A face-to-face instruction program at such a short notice matching every one’s timelines and commitments is next to impossible! Written manuals or instructions is one option but what is the guarantee that the sales personnel would understand and interpret the product features accurately to be able to convince the customer against a stiff competition? It is during these circumstances that eLearning would be a great solution.
How does one begin, particularly if the company has never done any online courses before and is not sure if it can be developed in such a short span of time? Difficult as it may sound, it is very much possible if you have a reliable eLearning vendor who can understand your needs and deliver just the product you need. Here are the options open to Daniel:
1. Collate raw training content or resources (product literature, handouts, manuals).
2. Identify your purpose and intent of the course (get sales team to make the right pitch for the product).
3. Outsource the development of a 45-minute eLearning course to a vendor (share the purpose and supporting resources with the vendor).
4. Get the vendor to host it on their LMS with access link to your sales personnel. In this manner, you can get to track those who have completed the course. If you wish, you can choose to have a small assessment at the end of the course.
If your eLearning vendor is proficient and has the instructional design and production capability, your course should be ready within a month to be dispatched to your sales team.

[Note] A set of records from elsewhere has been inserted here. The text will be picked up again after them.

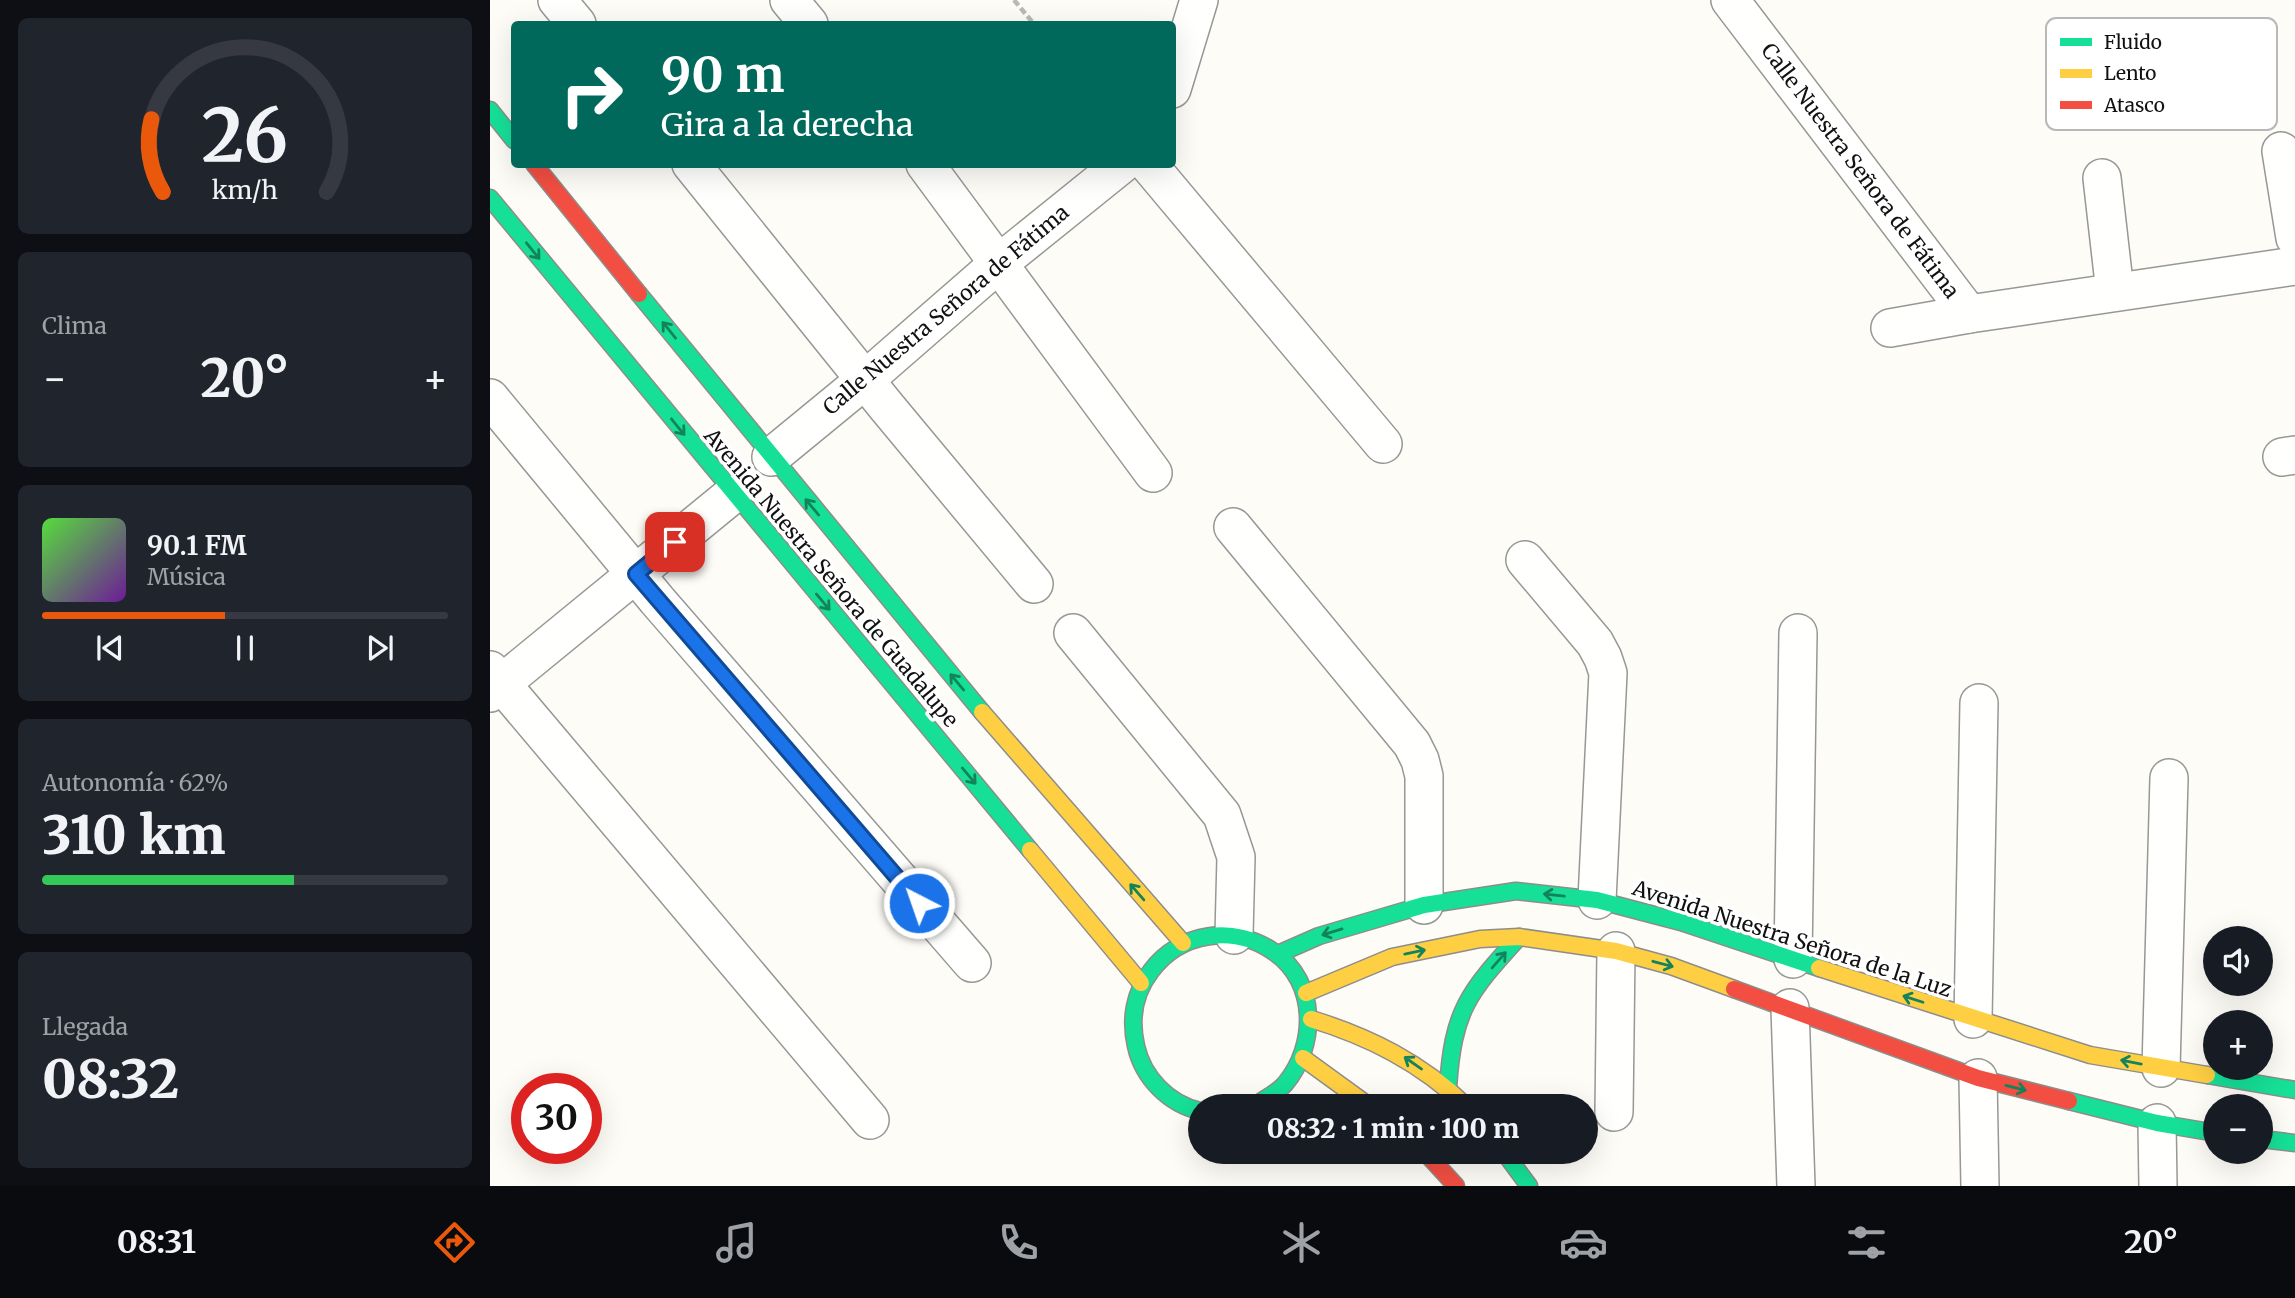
<!DOCTYPE html>
<html lang="es">
<meta charset="utf-8">
<style>
:root{--surface:#171b24;--page:#20242c;--text:#f1f3f6;--muted:#9ea1a6;--line:#363941;--accent:#ea580c}
body{margin:0;font-family:Merriweather,serif;background:var(--page);color:var(--text);height:100vh;display:flex;flex-direction:column;font-size:26px;white-space:nowrap}
*{box-sizing:border-box;margin:0}
p{font-size:23px;color:var(--muted)}
.icon{flex:none;width:38px;height:38px;fill:none;stroke:currentColor;stroke-width:2;stroke-linecap:round;stroke-linejoin:round}
.map{position:relative;flex:1;overflow:hidden}
.side{display:flex;flex-direction:column;gap:18px;padding:18px;background:#0d0f14;width:490px}
.side>*{flex:none}
.top-card{position:absolute;left:21px;top:21px;width:665px;height:147px;border-radius:7px;box-shadow:0 7px 28px #0002;background:#00695c;color:#fff;overflow:hidden}
.tools{position:absolute;left:1713px;top:926px;display:grid;gap:14px}
.tools a{display:grid;place-items:center;width:70px;height:70px;border-radius:50%;background:var(--surface);box-shadow:0 7px 28px #0002;font-size:35px}
.speed{position:absolute;left:21px;top:1073px;display:flex;gap:14px;font-size:35px;font-weight:700;text-align:center}
.speed>*{display:grid;place-content:center;width:91px;height:91px;border-radius:50%;background:var(--surface);box-shadow:0 7px 28px #0002;line-height:1}
.speed .limit{border:10px solid #d22;background:#fff;color:#111}
.pin{position:absolute;display:grid;place-items:center;width:60px;height:60px;color:#fff;margin:-30px;border-radius:14px;box-shadow:0 4px 10px #0006}
.me{position:absolute;width:77px;margin:-38px;rotate:319deg;stroke-linejoin:round;filter:drop-shadow(0 0 5px #0008)}
.turn{display:flex;align-items:center;gap:24px;height:147px;padding:0 35px;font-size:32px}
.turn .icon{width:91px;height:91px;stroke-width:2.5}
.turn b{display:block;font-size:49px;line-height:60px}
.big{font-size:52px;font-weight:800;line-height:1.1}
.side .widget{flex:1;display:flex;flex-direction:column;justify-content:center;gap:10px;min-width:0;padding:0 24px;border-radius:10px;background:var(--page)}
.side .dial{align-items:center;gap:0}
.dial svg{height:182px;overflow:visible;fill:none;stroke:var(--line);stroke-width:7;stroke-linecap:round;text-anchor:middle}
.dial text{fill:var(--text);stroke:none}
.song{display:flex;align-items:center;gap:21px}
.cover{width:84px;height:84px;border-radius:10px;background:linear-gradient(135deg,hsl(110 70% 55%),hsl(280 70% 35%))}
.played{height:7px;border-radius:4px;background:linear-gradient(90deg,var(--accent) 45%,var(--line) 45%)}
.keys{display:flex;justify-content:space-around;direction:ltr}
.heat{display:flex;justify-content:space-between;align-items:center;font-size:38px;direction:ltr}
.charge{height:10px;border-radius:5px;background:linear-gradient(90deg,#34c759 62%,var(--line) 0)}
.trip{position:absolute;left:698px;top:1094px;width:410px;height:70px;border-radius:35px;background:var(--surface);box-shadow:0 7px 28px #0002;font-weight:800;line-height:70px;text-align:center}
.tab-bar{display:flex;height:112px;justify-content:space-around;align-items:center;background:#090b0e;color:var(--muted)}
.tab-bar .icon{width:49px;height:49px}
.tab-bar .on{color:var(--accent)}
.tab-bar b{font-size:32px;color:var(--text)}
main{display:flex;flex:1;min-height:0}
.map>svg:first-child{display:block}
</style>
<main>
<section class="side">
<div class="widget dial"><svg viewBox="0 0 100 80">
<path d="M14 69A42 42 0 1 1 86 69"/>
<path d="M14 69A42 42 0 0 1 9 37" stroke="#ea580c"/>
<text x="50" y="56" font-size="32" font-weight="700">26</text>
<text x="50" y="72" font-size="11">km/h</text>
</svg></div>
<div class="widget"><p>Clima</p>
<div class="heat"><a>−</a><b class="big">20°</b><a>+</a></div>
</div>
<div class="widget">
<div class="song"><i class="cover"></i><div><b>90.1 FM</b><p>Música</p></div></div>
<div class="played"></div>
<div class="keys"><svg class="icon" aria-label="previous" viewBox="0 0 24 24"><path d="M18 5L8 12l10 7zM5 5v14"/></svg><svg class="icon" aria-label="pause" viewBox="0 0 24 24"><path d="M8 5v14M16 5v14"/></svg><svg class="icon" aria-label="next" viewBox="0 0 24 24"><path d="M6 5l10 7-10 7zM19 5v14"/></svg></div>
</div>
<div class="widget"><p>Autonomía · 62%</p><b class="big">310 km</b><div class="charge"></div></div>
<div class="widget"><p>Llegada</p><b class="big">08:32</b></div>
</section>
<div class="map">
<svg width="1805" height="1186" viewBox="0 0 1805 1186">
<rect width="100%" height="100%" fill="#fdfcf7"/>
<g fill="none" stroke-linecap="round" stroke-linejoin="round">
<!-- street casing -->
<g stroke="#979795" stroke-width="40">
<g id="street">
<polyline points="67,0 87,24"/>
<polyline points="299,0 319,24"/>
<polyline points="1240,0 1479,314"/>
<polyline points="682,89 709,0"/>
<polyline points="1791,151 1805,238"/>
<polyline points="201,164 396,406 544,584"/>
<polyline points="435,164 663,473"/>
<polyline points="658,164 893,444"/>
<polyline points="1612,178 1625,292"/>
<polyline points="1400,328 1479,314 1805,266"/>
<polyline points="0,398 167,600 482,963"/>
<polyline points="281,457 376,379 508,264 632,164"/>
<polyline points="1792,457 1805,455"/>
<polyline points="743,527 922,744 930,760 934,776 934,905"/>
<polyline points="1035,560 1105,643 1113,658 1118,673 1107,900"/>
<polyline points="583,633 732,815 746,857 744,935"/>
<polyline points="0,670 380,1120"/>
<polyline points="0,693 243,494"/>
<polyline points="1303,959 1308,633"/>
<polyline points="1300,1008 1306,1186"/>
<polyline points="1483,1019 1489,703"/>
<polyline points="1671,1068 1679,778"/>
<polyline points="1488,1078 1490,1186"/>
<polyline points="1124,1112 1126,951"/>
<polyline points="1667,1123 1668,1186"/>
</g>
</g>
<!-- fast casing -->
<g stroke="#8e8d8b" stroke-width="19">
<g id="fast">
<polyline points="0,110 24,140"/>
<polyline points="0,198 540,850"/>
<polyline points="149,294 492,712"/>
<polyline points="788,954 829,936 934,905 1026,891 1107,900 1191,922 1329,968"/>
<polyline points="1717,1075 1805,1090"/>
<path d="M958,1088C963,1010 978,993 1029,937"/>
<polyline points="1579,1101 1667,1123 1726,1133"/>
<path d="M710,1111C679,1104 653,1078 646,1046C640,1020 644,993 661,971C690,932 744,924 784,952C828,982 827,1046 795,1084C787,1093 774,1099 765,1106"/>
<polyline points="1771,1139 1805,1143"/>
<polyline points="1014,1152 1039,1186"/>
</g>
</g>
<!-- slow casing -->
<g stroke="#8e8d8b" stroke-width="19">
<g id="slow">
<polyline points="492,712 693,943"/>
<polyline points="540,850 651,983"/>
<polyline points="1329,968 1600,1055 1717,1075"/>
<polyline points="816,993 902,957 990,939 1029,937 1126,951 1181,966 1244,989"/>
<path d="M821,1019C880,1037 931,1063 976,1106"/>
<polyline points="813,1058 879,1106"/>
</g>
</g>
<!-- jam casing -->
<g stroke="#8e8d8b" stroke-width="19">
<g id="jam">
<polyline points="44,164 149,294"/>
<polyline points="1244,989 1488,1078 1579,1101"/>
<polyline points="935,1152 966,1186"/>
</g>
</g>
<!-- path -->
<polyline stroke="#b9b9b8" stroke-width="4.5" stroke-dasharray="7 3.5" stroke-linecap="butt" points="524,0 544,24"/>
<!-- street -->
<use href="#street" stroke="#fffffe" stroke-width="37"/>
<!-- fast -->
<use href="#fast" stroke="#16e098" stroke-width="16"/>
<!-- slow -->
<use href="#slow" stroke="#ffcf43" stroke-width="16"/>
<!-- jam -->
<use href="#jam" stroke="#f24e42" stroke-width="16"/>
</g>
<!-- one-way arrows -->
<defs><path id="oneway-shaft" d="M-6 0H5M1.5-3L5.5 0L1.5 3" fill="none" stroke-width="1.6" stroke-linecap="round" stroke-linejoin="round" transform="scale(1.75)"/></defs>
<g stroke="#14835b">
<use href="#oneway-shaft" transform="translate(43 251) rotate(51)"/>
<use href="#oneway-shaft" transform="translate(179 330) rotate(-129)"/>
<use href="#oneway-shaft" transform="translate(188 427) rotate(51)"/>
<use href="#oneway-shaft" transform="translate(322 507) rotate(-130)"/>
<use href="#oneway-shaft" transform="translate(333 602) rotate(50)"/>
<use href="#oneway-shaft" transform="translate(467 682) rotate(-130)"/>
<use href="#oneway-shaft" transform="translate(479 776) rotate(50)"/>
<use href="#oneway-shaft" transform="translate(647 892) rotate(-131)"/>
<use href="#oneway-shaft" transform="translate(1064 895) rotate(-174)"/>
<use href="#oneway-shaft" transform="translate(842 932) rotate(163)"/>
<use href="#oneway-shaft" transform="translate(925 952) rotate(-12)"/>
<use href="#oneway-shaft" transform="translate(1009 960) rotate(-49)"/>
<use href="#oneway-shaft" transform="translate(1173 964) rotate(15)"/>
<use href="#oneway-shaft" transform="translate(1423 999) rotate(-162)"/>
<use href="#oneway-shaft" transform="translate(1641 1062) rotate(-169)"/>
<use href="#oneway-shaft" transform="translate(923 1063) rotate(-145)"/>
<use href="#oneway-shaft" transform="translate(1526 1088) rotate(14)"/>
</g>
<g fill="none" stroke-linecap="round" stroke-linejoin="round">
<!-- route casing -->
<g stroke="#114b97" stroke-width="18">
<polyline id="route" points="185,542 146,574 429,903"/>
</g>
<!-- route -->
<use href="#route" stroke="#1a73e8" stroke-width="12"/>
</g>
<g text-anchor="middle" stroke-width="7" stroke-linejoin="round" paint-order="stroke">
<!-- street labels -->
<g font-size="21" fill="#111" stroke="#fff">
<text transform="translate(1370 171) rotate(53)" y="7">Calle Nuestra Señora de Fátima</text>
<text transform="translate(456 310) rotate(-40)" y="7">Calle Nuestra Señora de Fátima</text>
<text transform="translate(341 578) rotate(50)" y="7">Avenida Nuestra Señora de Guadalupe</text>
<text transform="translate(1302 939) rotate(18)" y="7">Avenida Nuestra Señora de la Luz</text>
</g>
</g>
<!-- legend -->
<rect x="1556" y="18" width="231" height="112" rx="10" fill="#fff" stroke="#b8b8b8" stroke-width="2"/>
<rect x="1570" y="38" width="32" height="8" fill="#16e098"/>
<rect x="1570" y="69" width="32" height="9" fill="#ffcf43"/>
<rect x="1570" y="101" width="32" height="8" fill="#f24e42"/>
<g font-size="19" fill="#111">
<text x="1614" y="49">Fluido</text>
<text x="1614" y="80">Lento</text>
<text x="1614" y="112">Atasco</text>
</g>
</svg>
<div class="tools">
<a><svg class="icon" aria-label="sound" viewBox="0 0 24 24"><path d="M4 9h4l5-4v14l-5-4H4zM17 9q2 3 0 6"/></svg></a>
<a>+</a>
<a>−</a>
</div>
<div class="speed"><div class="limit">30</div></div>
<div class="pin" style="left:185px;top:542px;background:#d93025"><svg class="icon" aria-label="arrive" viewBox="0 0 24 24"><path d="M6 21V4h12l-3 4 3 4H6"/></svg></div>
<svg class="me" style="left:429px;top:903px" viewBox="-20 -20 40 40"><circle r="17" fill="#1a73e8" stroke="#fff" stroke-width="3"/><path d="M0-11L8 9 0 5-8 9z" fill="#fff"/></svg>
<div class="trip">08:32 · 1 min · 100 m</div>
<div class="top-card">
<div class="turn"><svg class="icon" aria-label="right" viewBox="0 0 24 24"><path d="M7 20v-9h11M14 6l5 5-5 5"/></svg><div><b>90 m</b>Gira a la derecha</div></div>
</div>
</div>
</main>
<nav class="tab-bar">
<b>08:31</b>
<svg class="icon on" aria-label="directions" viewBox="0 0 24 24"><path d="M12 3l9 9-9 9-9-9zM9 14v-3h6M13 9l2 2-2 2"/></svg>
<svg class="icon" aria-label="music" viewBox="0 0 24 24"><path d="M9 18V5l10-2v13"/><circle cx="6" cy="18" r="3"/><circle cx="16" cy="16" r="3"/></svg>
<svg class="icon" aria-label="phone" viewBox="0 0 24 24"><path d="M5 4h4l2 5-3 2q2 4 5 5l2-3 5 2v4C11 20 4 13 5 4z"/></svg>
<svg class="icon" aria-label="climate" viewBox="0 0 24 24"><path d="M12 3v18M4 7l16 10M4 17L20 7"/></svg>
<svg class="icon" aria-label="car" viewBox="0 0 24 24"><path d="M5 17H2v-5l4-1 3-4h7l3 4 3 1v5h-3M9 17h6M6 11h13"/><circle cx="7" cy="17" r="2"/><circle cx="17" cy="17" r="2"/></svg>
<svg class="icon" aria-label="filters" viewBox="0 0 24 24"><path d="M4 7h16M4 17h16"/><circle cx="9" cy="7" r="2"/><circle cx="15" cy="17" r="2"/></svg>
<b>20°</b>
</nav>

Very often organizations think that eLearning implementation involves lot of investment – LMS, authoring tools, resources, etc. Yes, they are all required but when you are introducing eLearning for the first time and are not sure how your employees are going to take it, it is best to start small with minimal investment on infrastructure and fixed assets. The ideal way is to test the waters by using an external vendor to develop course(s) for you and administer it to your employees. If it succeeds you can scale it up for a wider group of employees and for other departments as well.
If you have adopted eLearning, how did it all begin in your organization? If you have not started eLearning in your organization, what are the factors that prevent you to take the plunge? Do share your experiences.